The Adventures of Jimmie Dale
II.3. The Crime Club
For what length of time he had remained unconscious, Jimmie Dale had not the
slightest idea. He regained his senses to find himself lying on a couch in a
strange room that had a most exquisitely brass-wrought dome light in the ceiling.
That was what attracted his attention, because the light hurt his eyes, and his
head was already throbbing as though a thousand devils were beating a
diabolical tattoo upon it.
He closed his eyes against the light. Where was he? What had happened? Oh,
yes, he remembered now! That smash on Lower Broadway! He had been hurt.
He moved first one limb and then another tentatively, and was relieved to find
that, though his body ached as if it had been severely shaken, and his head was
bad, he had apparently escaped without serious injury.
Where was he? In a hospital? His fingers, resting at his side upon the couch,
supplied him with the information that it was a very expensive couch, upholstered
in finest leather. If he were in a hospital, he would be in a cot.

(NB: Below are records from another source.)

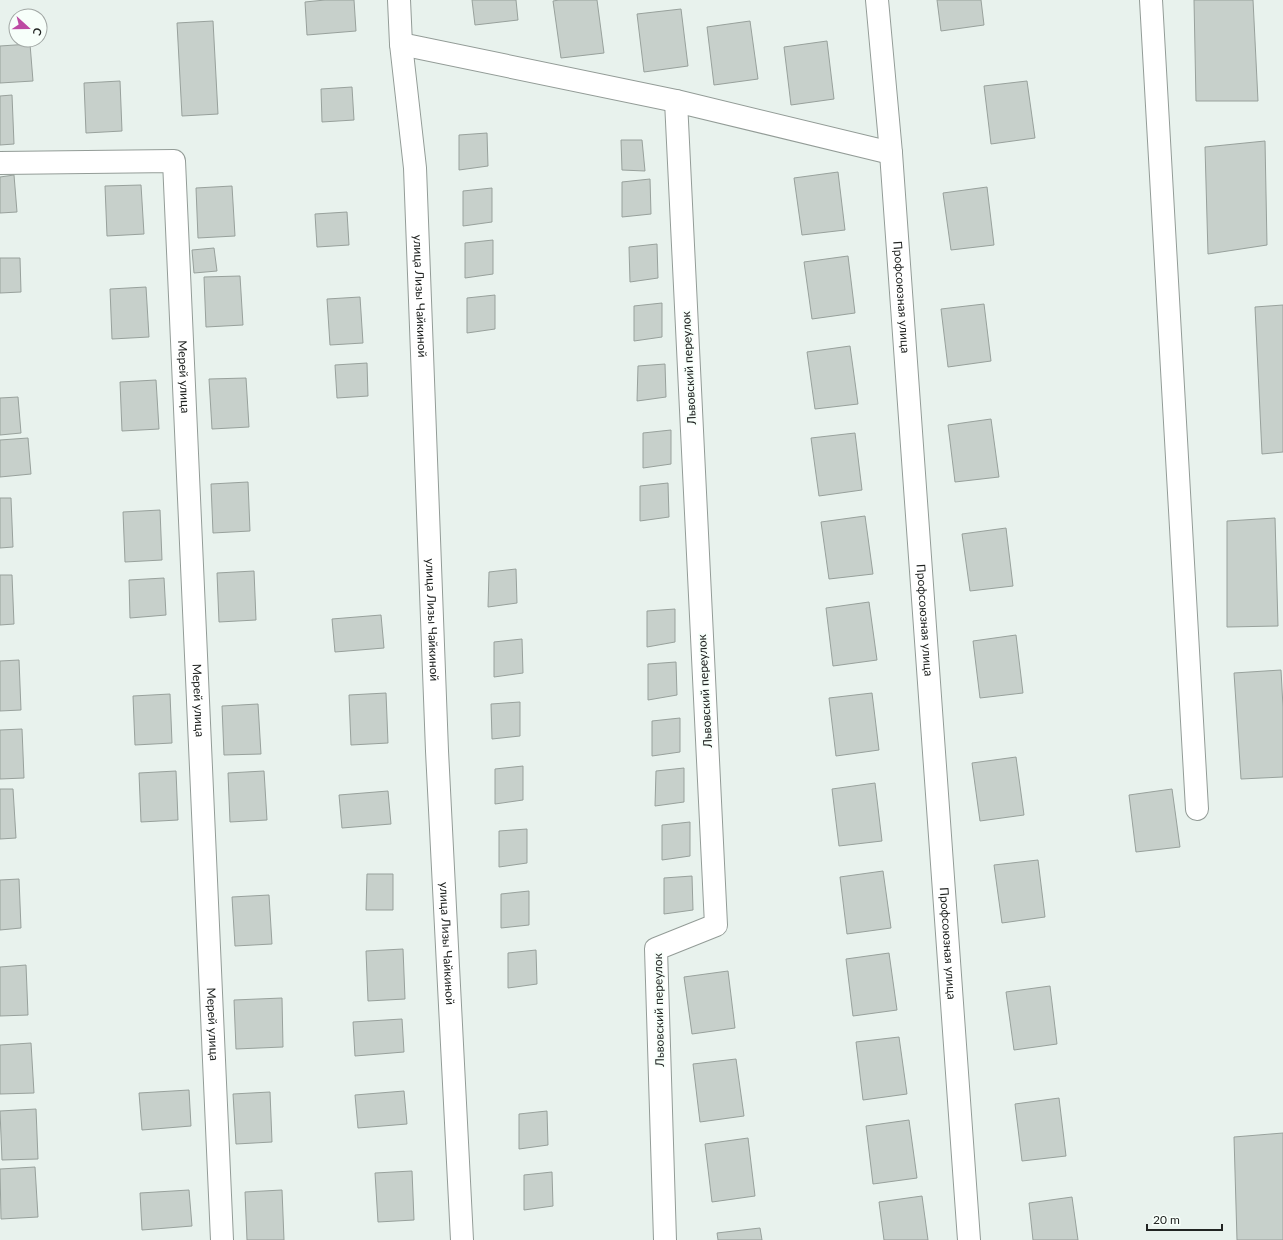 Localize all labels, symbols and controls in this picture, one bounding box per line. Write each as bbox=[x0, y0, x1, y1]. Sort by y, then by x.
north arrow bbox=[8, 8, 48, 48]
text: С bbox=[30, 26, 45, 38]
street label: улица Лизы Чайкиной bbox=[411, 234, 430, 358]
street label: Профсоюзная улица bbox=[890, 240, 913, 354]
street label: Львовский переулок bbox=[678, 310, 699, 426]
street label: Мерей улица bbox=[175, 340, 193, 414]
street label: улица Лизы Чайкиной bbox=[423, 558, 442, 682]
street label: Профсоюзная улица bbox=[914, 564, 937, 677]
street label: Львовский переулок bbox=[694, 633, 715, 749]
street label: Мерей улица bbox=[189, 664, 208, 737]
street label: улица Лизы Чайкиной bbox=[437, 882, 458, 1005]
street label: Профсоюзная улица bbox=[937, 887, 960, 1000]
street label: Львовский переулок bbox=[650, 952, 667, 1068]
street label: Мерей улица bbox=[204, 987, 222, 1061]
scale bar bbox=[1147, 1206, 1222, 1232]
text: 20 m bbox=[1153, 1212, 1180, 1227]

He opened his eyes again to glance curiously around him. The room was quite in
keeping with the artistic lighting fixture and the refined, if expensive, taste that
was responsible for the couch. A heavy velvet rug of rich, dark green was
bordered by a polished hardwood floor; panellings of dark-green frieze and
beautifully grained woodwork made the lower walls; while above, on a
background of some soft-toned paper, hung a few, and evidently choice, oil
paintings. There was a big, inviting lounging chair; a massive writing table, or
more properly, a desk of walnut; and behind the desk, his back half turned,
apparently intent upon a book, sat a man in immaculate evening dress.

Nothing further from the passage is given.